Work she defines as something that has more significance than labor, although today it may be inexchangable. Work in her eyes is not working for others but working for ones self in order for existence or survival. That part I believe I have somewhat correct.

She then discusses enternity and immorality. I looked some of this up but She says we cannont be neither nor but as humans we strive to be. Although in this day and age we cannot 'really'become those we look for other ways to fill in those areas. Our thoughts we create and the words we speak are eternal and is not affected by time. We take 'action' to make ourselves as much immortal as we can by creating thing. artifacts, houses, building and monuments in order to leave a lasting impression of "We were here" and I believe we do this subconsciously because we are 'conditioned' by labor,work,and action; conditioned to survive.

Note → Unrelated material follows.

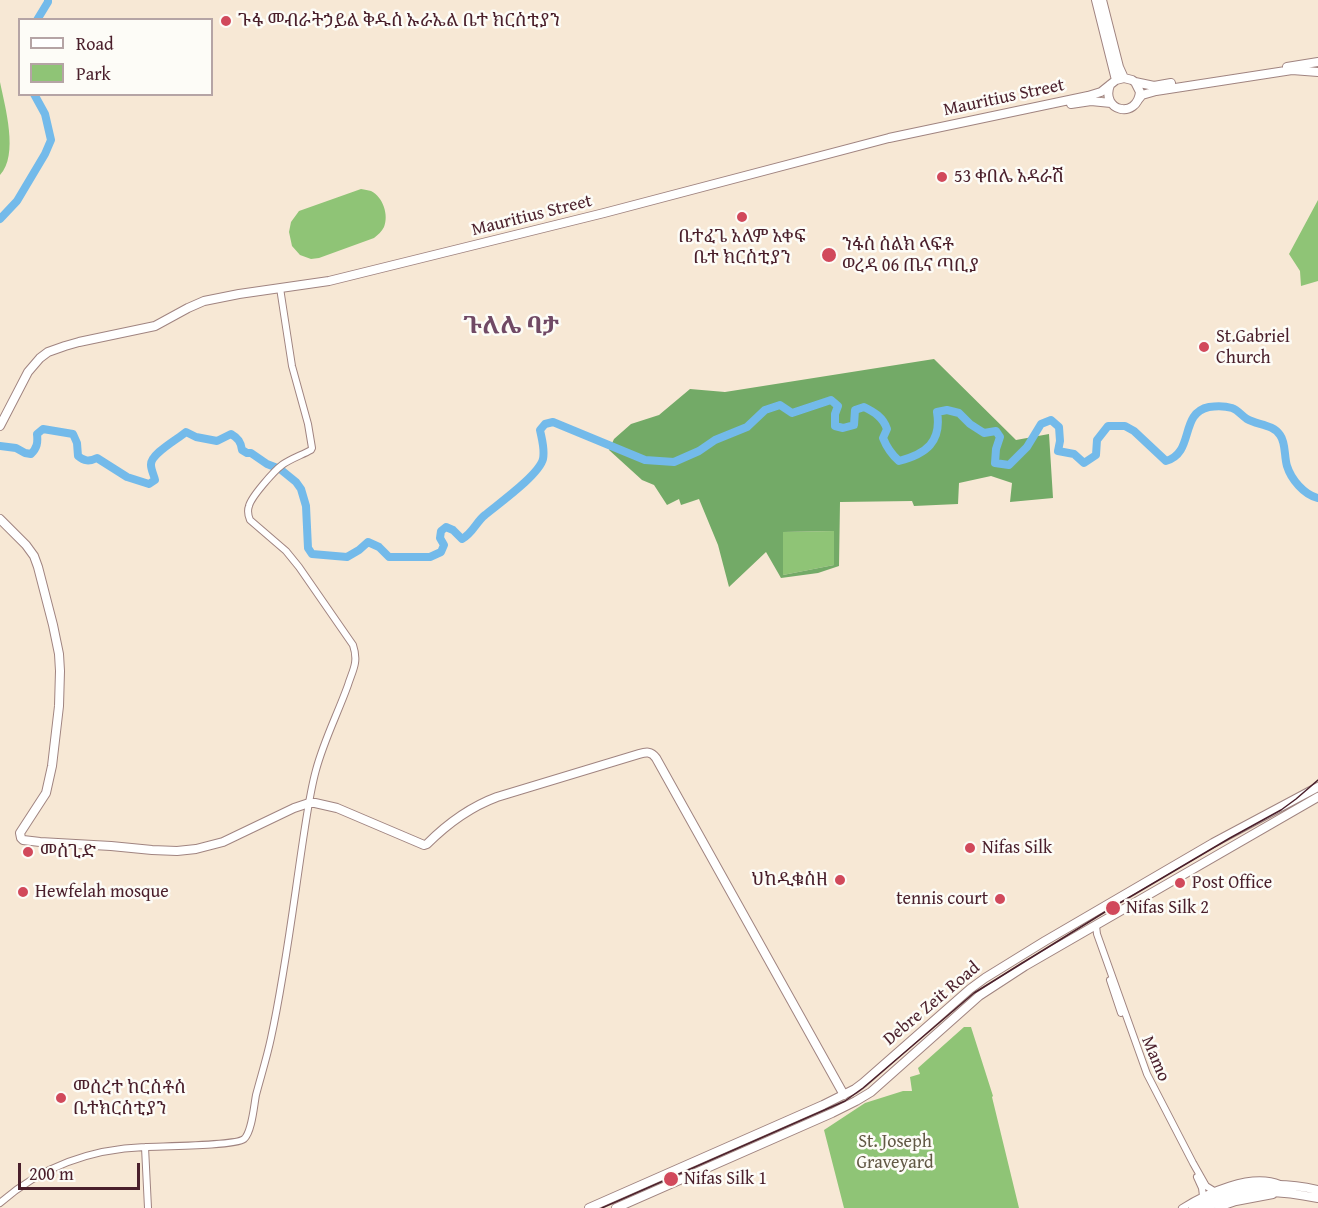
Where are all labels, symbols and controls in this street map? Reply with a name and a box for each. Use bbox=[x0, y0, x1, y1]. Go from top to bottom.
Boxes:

Ill start with that because I would like to see if that is right before I type more. Please right if you have any views to open up for discussion. I am very interested in learning as much as I can about this book. Thank YOU!![:

Wow, you are brave reader LOL
I didn't read that book and i don't think i will. But i studied Hannah Arendt at school and i liked it so much.
Hannah Arendt suffered so much because she was a jaw and everyone knows what happened to jaw during the twentieth century. So it's normal that she was so angry with German people but when she went to Eichmann trial she looked at this man....and she understood that he was just a man. This and her sad-life made her overthink about human condition.
She thinks man is a sort of victim, bad people too

Awaiting your answers
Greetings by Italy :hat:

Gahlen
08-16-2012, 10:56 AM
I'm fine with revisiting this, although I have a fairly heavy schedule (= a full-time job :smile5:) and wouldn't have a huge amount of time to devote to it. I've not ever discussed a book on an internet forum before, so I'm open to suggestions, but what would you think about working out a reading-plan of some kind (e.g. three or so chapters a week, that would mean 15 weeks; would that be too slow?) and then running it like a college seminar (or at least like the seminars I used to attend when I was at college): each of us—and anyone else who wants—signs up for certain blocks of chapters at the beginning (if it's just us, then maybe we take alternate blocks) and then posts his or her thoughts about them to the forum here at the beginning of the week for those chapters, and then other people can comment, ask questions, disagree etc. in the course of the week? Then on the following Monday, say, the next person posts about the next block of chapters and the discussion continues. I think it makes more sense to have a regular "starting-off post" that people can use as a springboard than, for example, simply saying, in this week we're going to talk about chapter x, who has any thoughts?